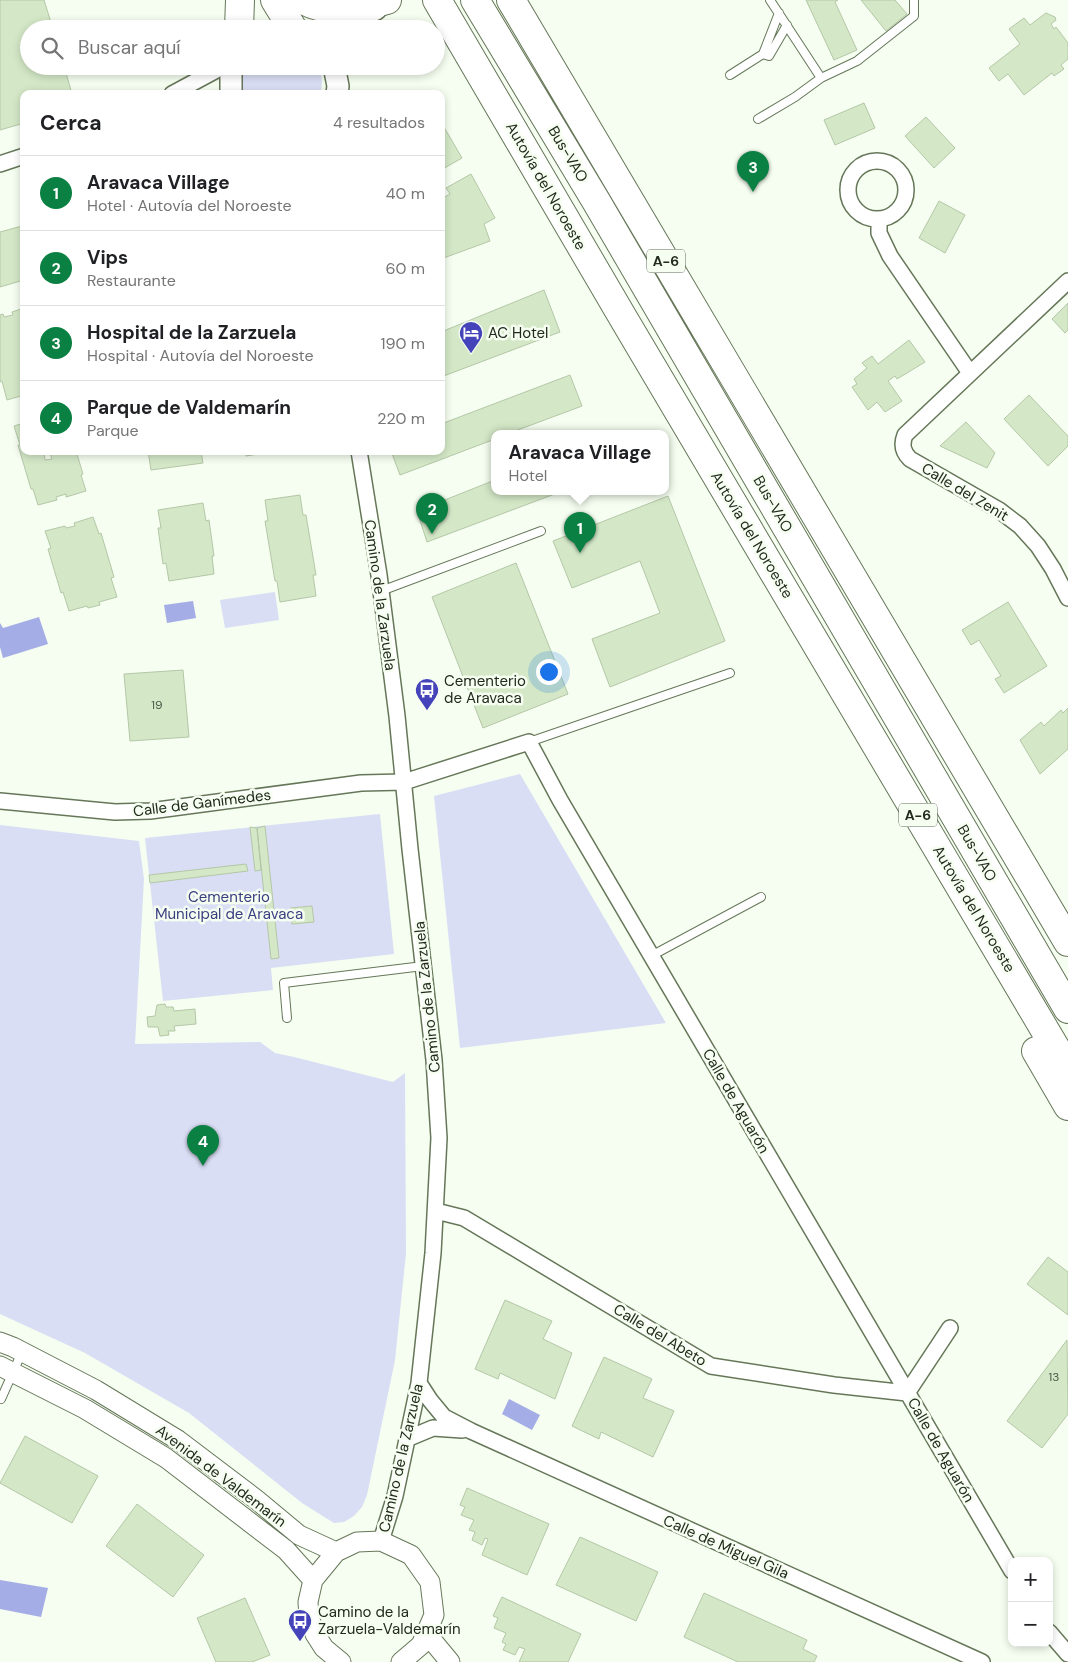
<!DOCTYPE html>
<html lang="es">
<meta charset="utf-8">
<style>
:root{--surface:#fff;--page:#f6f6f6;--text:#202124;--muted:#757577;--line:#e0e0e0;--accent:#0b8043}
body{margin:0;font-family:"DM Sans",sans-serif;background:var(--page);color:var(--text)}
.controls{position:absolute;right:15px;bottom:15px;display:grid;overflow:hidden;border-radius:10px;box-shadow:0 2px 8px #0003}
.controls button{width:45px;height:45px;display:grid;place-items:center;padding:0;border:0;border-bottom:1px solid var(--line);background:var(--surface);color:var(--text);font:25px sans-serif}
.you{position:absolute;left:548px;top:671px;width:18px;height:18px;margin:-12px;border:4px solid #fff;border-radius:50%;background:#1a73e8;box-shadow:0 0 0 8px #1a73e833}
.badge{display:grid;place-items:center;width:32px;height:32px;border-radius:50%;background:var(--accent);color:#fff;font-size:16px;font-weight:700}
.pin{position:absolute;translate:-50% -41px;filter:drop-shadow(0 1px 2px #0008)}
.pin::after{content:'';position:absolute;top:26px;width:18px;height:15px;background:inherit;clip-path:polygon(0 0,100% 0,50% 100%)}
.popup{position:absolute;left:491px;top:430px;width:178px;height:65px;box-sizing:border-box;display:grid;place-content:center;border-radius:10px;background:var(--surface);filter:drop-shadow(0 1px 4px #0005);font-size:16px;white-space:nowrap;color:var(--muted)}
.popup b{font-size:19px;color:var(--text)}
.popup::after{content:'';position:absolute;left:50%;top:100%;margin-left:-10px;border:10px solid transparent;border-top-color:var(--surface)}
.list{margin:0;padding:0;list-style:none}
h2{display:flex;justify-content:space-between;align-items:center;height:65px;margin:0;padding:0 20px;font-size:21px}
h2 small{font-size:16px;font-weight:400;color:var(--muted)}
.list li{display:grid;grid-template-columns:32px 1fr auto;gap:15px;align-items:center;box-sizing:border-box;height:75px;padding:0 20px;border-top:1px solid var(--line)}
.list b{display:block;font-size:19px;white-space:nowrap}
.list p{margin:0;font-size:16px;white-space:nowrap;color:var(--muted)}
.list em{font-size:16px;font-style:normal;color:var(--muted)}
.icon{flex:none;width:28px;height:28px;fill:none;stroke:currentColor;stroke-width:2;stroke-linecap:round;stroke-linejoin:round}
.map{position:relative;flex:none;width:1068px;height:1662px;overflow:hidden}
.search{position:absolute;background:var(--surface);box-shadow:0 2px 8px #0003;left:20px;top:20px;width:425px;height:55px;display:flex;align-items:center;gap:12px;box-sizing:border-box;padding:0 18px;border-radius:28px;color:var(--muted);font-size:19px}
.panel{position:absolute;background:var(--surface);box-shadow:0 2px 8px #0003;left:20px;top:90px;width:425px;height:365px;border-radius:10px}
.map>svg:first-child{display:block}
</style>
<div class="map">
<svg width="1068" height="1662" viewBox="0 0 1068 1662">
<rect width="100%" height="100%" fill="#f5fef0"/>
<!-- green -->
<path fill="#dadef5" d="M245,66H319C322,76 323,84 320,94H244C241,84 242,75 245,66Z
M275,592L279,620L225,628L220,600Z
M520,774L666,1023L460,1048L434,796Z
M380,814L394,954L271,968L273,990L163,1001L145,838Z
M0,825L139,841L144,879L135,1044L260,1042L275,1053L294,1057L393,1082L405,1073L406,1253L395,1360L367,1495L362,1507L354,1516L344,1522L334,1523L302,1503L189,1413L85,1353L0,1314Z"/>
<!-- water -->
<path fill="#a4ade5" d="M193,601L196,618L167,623L164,605Z
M39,617L48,644L3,658L0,647V623L3,628Z
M509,1399L540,1415L532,1430L502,1414Z
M0,1580L48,1588L41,1617L0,1609Z"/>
<!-- building -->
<path fill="#d4e8c7" stroke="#b4c7a7" d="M0,0H44L53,29H29V66H64L72,94H24V123L0,130Z
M806,0H838L835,2L857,50L834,60Z
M861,0H895L907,14L886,31Z
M1046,13L1055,17L1056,20L1051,24L1054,29L1056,27L1068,43V59L1061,65L1064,69L1054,76L1052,73L1024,95L1008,74L999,81L989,68L1020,44L1009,29L1024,18L1030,25Z
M864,103L875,128L835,145L824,120Z
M926,117L955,148L934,168L905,136Z
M441,122L462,158L441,170Z
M471,174L495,218L484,224L490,241L441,259V199L450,194L446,188Z
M939,201L965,215L945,253L919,238Z
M22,226L24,231V280L0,287V232Z
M544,290L560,332L441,377V332Z
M1068,303V330L1065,333L1052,319Z
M24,308V395L7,400L2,381L0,382V315L3,314L4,317L13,315L12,312Z
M909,340L925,362L897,379L895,376L888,381L902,401L885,412L877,402L868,410L852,387L857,384L854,379L867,368L862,363L872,356L878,364Z
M570,375L582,406L507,434H495V439L400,475L391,451H441V424Z
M1029,395L1068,436V446L1048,466L1004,419Z
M966,422L995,453L987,468L940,446Z
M24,423V451H44L45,460L52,459L49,451H76L83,474L81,475L86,491L66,497V494L56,497L57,500L38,505L33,489H31L18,445H20L14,426Z
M148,451H201L203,463L151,470Z
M246,451H276L246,456Z
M495,480V492H560L427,542L417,511Z
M300,495L303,515H306L316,575H313L316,596L280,602L277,581H275L265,521H268L265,500Z
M668,496L725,641L610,687L592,639L660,613L640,561L572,588L553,541Z
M203,503L206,521L209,520L214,556H212L214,574L169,581L166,563L163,564L158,528H161L158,510Z
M93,517L99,534L101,533L114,577L111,578L117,597L99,602L100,605L88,608L87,606L69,611L63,592L61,593L48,549L51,548L45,531L65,526L66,528L75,526L74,523Z
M516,563L568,694L483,728L432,597Z
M1008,602L1047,666L1004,693L995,679L1001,676L979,640L971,645L962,630Z
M183,670L189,737L130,741L124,674Z
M1068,708V749L1040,774L1020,740L1041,722L1044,726L1061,710L1063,713Z
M265,826L279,958L271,959L257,828Z
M250,827L257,828L261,870L255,871Z
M246,864L248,871L150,883L149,875Z
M312,906L314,922L292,924L290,908Z
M165,1004L166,1007H173L174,1011L195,1009L196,1024L174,1026L175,1031H168L169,1035L160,1036L158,1027H148L147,1017L155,1016L157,1005Z
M1048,1257L1068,1272V1315L1027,1284Z
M505,1300L552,1321L543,1339L572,1353L555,1399L500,1373L498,1379L475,1369Z
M1067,1340L1068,1414L1042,1448L1007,1421Z
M604,1357L652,1379L643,1398L674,1411L653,1457L601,1432L599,1439L572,1426Z
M25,1436L98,1476L72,1523L0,1483Z
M467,1488L549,1524L527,1575L482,1555L488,1539L485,1538L482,1545L472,1540L475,1532L469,1530L474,1520L461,1515L465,1507L460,1505Z
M137,1504L204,1555L173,1597L106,1546Z
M580,1537L658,1572L636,1621L556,1585Z
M704,1593L807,1640L803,1649L817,1656L814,1662H738L684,1637Z
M502,1597L581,1634L568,1662H519L525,1649L519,1647L515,1655L503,1650L506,1644L502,1642L506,1633L494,1628L498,1618L493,1616Z
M245,1598L270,1655L252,1662H216L197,1618Z"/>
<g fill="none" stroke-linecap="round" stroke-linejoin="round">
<!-- service casing -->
<g stroke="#667759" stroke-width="10">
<path id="service" d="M770,0L821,78L857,61L914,16V0
M763,54L769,56L787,25
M730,75L763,54L779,13
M758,119L795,97L821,78
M381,591L541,531
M529,742L730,673
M651,956L761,897
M287,1018L284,983L423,966
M1,1399L22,1352"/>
</g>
<!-- minor casing -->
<g stroke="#667759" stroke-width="18">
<path id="minor" d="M172,94L224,66
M848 190a29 29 0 1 1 58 0a29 29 0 1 1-58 0Z
M0,164L24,156
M879,219V233L890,256L970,373
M1068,281L905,435C901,445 903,452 910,459L999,510L1020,526L1038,546L1053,569L1068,598
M359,451L379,575L397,716L410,849L434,1060L439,1138L433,1253L419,1383L395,1496L381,1541
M0,801L115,812L150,811L361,783L404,782L529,742L560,800L1012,1571
M436,1211L464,1218L711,1366L834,1385L907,1393
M419,1383L430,1400L444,1417L471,1431L982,1662
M907,1393L950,1328
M409,1438L433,1428L462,1430
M1049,1632L1068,1654"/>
</g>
<!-- tertiary casing -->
<g stroke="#667759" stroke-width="21">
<path id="tertiary" d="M0,1342L13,1347L96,1390L178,1440L257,1500L299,1535L336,1552
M0,1366L85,1409L166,1458L286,1550L313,1580
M426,1633L450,1662
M341,1662L324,1648L315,1634L309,1617L308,1602L313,1580L336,1552L357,1542L381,1541L411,1555L430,1582L434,1615L421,1645L401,1662"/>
</g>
<!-- secondary casing -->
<g stroke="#667759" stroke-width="24">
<path id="secondary" d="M333,29L376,9
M334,66L338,86L337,94
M231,94V74L233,66"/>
</g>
<!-- motorway casing -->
<g stroke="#667759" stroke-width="30">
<path id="motorway" d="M275,0L293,29
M303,0C330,15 358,7 387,0
M437,0L622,316L1068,1069
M475,0L596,201L1068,1009
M511,0L1068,942
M239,29L240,0
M1036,1051L1068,1106"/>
</g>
<!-- service -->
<use href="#service" stroke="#fff" stroke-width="8"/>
<!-- minor -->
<use href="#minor" stroke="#fff" stroke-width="15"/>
<!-- tertiary -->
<use href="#tertiary" stroke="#fff" stroke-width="19"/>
<!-- secondary -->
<use href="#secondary" stroke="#fff" stroke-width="21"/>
<!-- motorway -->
<use href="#motorway" stroke="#fff" stroke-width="28"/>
</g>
<!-- icons -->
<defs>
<g id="hotel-pin" transform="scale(1.25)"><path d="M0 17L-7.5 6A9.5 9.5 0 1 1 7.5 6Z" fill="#4443b9" stroke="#f5fef0"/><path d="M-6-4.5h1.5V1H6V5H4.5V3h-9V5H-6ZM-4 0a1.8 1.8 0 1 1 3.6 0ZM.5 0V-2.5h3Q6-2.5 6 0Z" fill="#fff"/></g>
<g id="bus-pin" transform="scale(1.25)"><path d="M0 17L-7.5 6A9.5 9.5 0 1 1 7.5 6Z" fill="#4443b9" stroke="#f5fef0"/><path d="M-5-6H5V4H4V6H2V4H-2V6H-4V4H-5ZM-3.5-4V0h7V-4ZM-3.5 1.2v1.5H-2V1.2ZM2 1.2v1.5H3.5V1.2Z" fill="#fff"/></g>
</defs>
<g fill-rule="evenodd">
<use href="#hotel-pin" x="471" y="333"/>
<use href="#bus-pin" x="427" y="690"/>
<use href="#bus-pin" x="300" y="1621"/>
</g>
<g text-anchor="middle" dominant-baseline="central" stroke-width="5" stroke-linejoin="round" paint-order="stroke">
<!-- number labels -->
<g font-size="12" fill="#4e5a48">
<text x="157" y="705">19</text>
<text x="1054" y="1377">13</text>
</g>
<!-- shield labels -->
<g fill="#f5fef0" stroke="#616a5c" stroke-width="1">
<rect x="647" y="249.5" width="38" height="23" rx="4"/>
<rect x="899" y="803.5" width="38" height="23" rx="4"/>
</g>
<g font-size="14" font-weight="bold" fill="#222a1d">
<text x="666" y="261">A-6</text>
<text x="918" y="815">A-6</text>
</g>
<!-- street labels -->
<g font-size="15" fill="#222a1d" stroke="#f5fef0">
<text transform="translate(568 154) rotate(59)">Bus-VAO</text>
<text transform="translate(546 186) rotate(60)">Autovía del Noroeste</text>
<text transform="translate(965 492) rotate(31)">Calle del Zenit</text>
<text transform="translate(773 504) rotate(60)">Bus-VAO</text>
<text transform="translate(752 535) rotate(59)">Autovía del Noroeste</text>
<text transform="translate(380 595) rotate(82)">Camino de la Zarzuela</text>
<text transform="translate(202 803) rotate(-7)">Calle de Ganímedes</text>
<text transform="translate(977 853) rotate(60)">Bus-VAO</text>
<text transform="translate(974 909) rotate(59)">Autovía del Noroeste</text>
<text transform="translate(427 997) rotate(-96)">Camino de la Zarzuela</text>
<text transform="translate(736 1101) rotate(60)">Calle de Aguarón</text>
<text transform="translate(660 1335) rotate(31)">Calle del Abeto</text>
<text transform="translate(941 1450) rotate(60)">Calle de Aguarón</text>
<text transform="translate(401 1458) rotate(-77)">Camino de la Zarzuela</text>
<text transform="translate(221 1476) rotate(37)">Avenida de Valdemarín</text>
<text transform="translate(726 1547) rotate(24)">Calle de Miguel Gila</text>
</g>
<!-- poi labels -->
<g font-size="15" fill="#222a1d" stroke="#f5fef0" text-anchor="start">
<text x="488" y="333">AC Hotel</text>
<text x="444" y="681">Cementerio<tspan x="444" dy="17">de Aravaca</tspan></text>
<text x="318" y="1612">Camino de la<tspan x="318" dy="17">Zarzuela-Valdemarín</tspan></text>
</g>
<!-- park labels -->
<g font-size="15" fill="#393e80" stroke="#f5fef0">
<text x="229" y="897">Cementerio<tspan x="229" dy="17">Municipal de Aravaca</tspan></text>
</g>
</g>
</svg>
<div class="controls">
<button>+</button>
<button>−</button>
</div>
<div class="you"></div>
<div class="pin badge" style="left:580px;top:553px">1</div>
<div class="popup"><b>Aravaca Village</b>Hotel</div>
<div class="pin badge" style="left:432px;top:534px">2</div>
<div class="pin badge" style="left:753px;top:192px">3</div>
<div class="pin badge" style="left:203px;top:1166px">4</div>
<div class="search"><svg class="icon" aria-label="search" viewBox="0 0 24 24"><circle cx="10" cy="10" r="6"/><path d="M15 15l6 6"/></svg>Buscar aquí</div>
<section class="panel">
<h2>Cerca<small>4 resultados</small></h2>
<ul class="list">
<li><span class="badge">1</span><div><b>Aravaca Village</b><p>Hotel · Autovía del Noroeste</p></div><em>40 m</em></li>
<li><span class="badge">2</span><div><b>Vips</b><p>Restaurante</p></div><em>60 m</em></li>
<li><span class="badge">3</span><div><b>Hospital de la Zarzuela</b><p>Hospital · Autovía del Noroeste</p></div><em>190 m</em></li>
<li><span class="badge">4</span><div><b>Parque de Valdemarín</b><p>Parque</p></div><em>220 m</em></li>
</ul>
</section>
</div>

——

Directions for this task. Using the records, find the number of lines in which the string "place" occurs. Reply with that number alone.

Response box. 3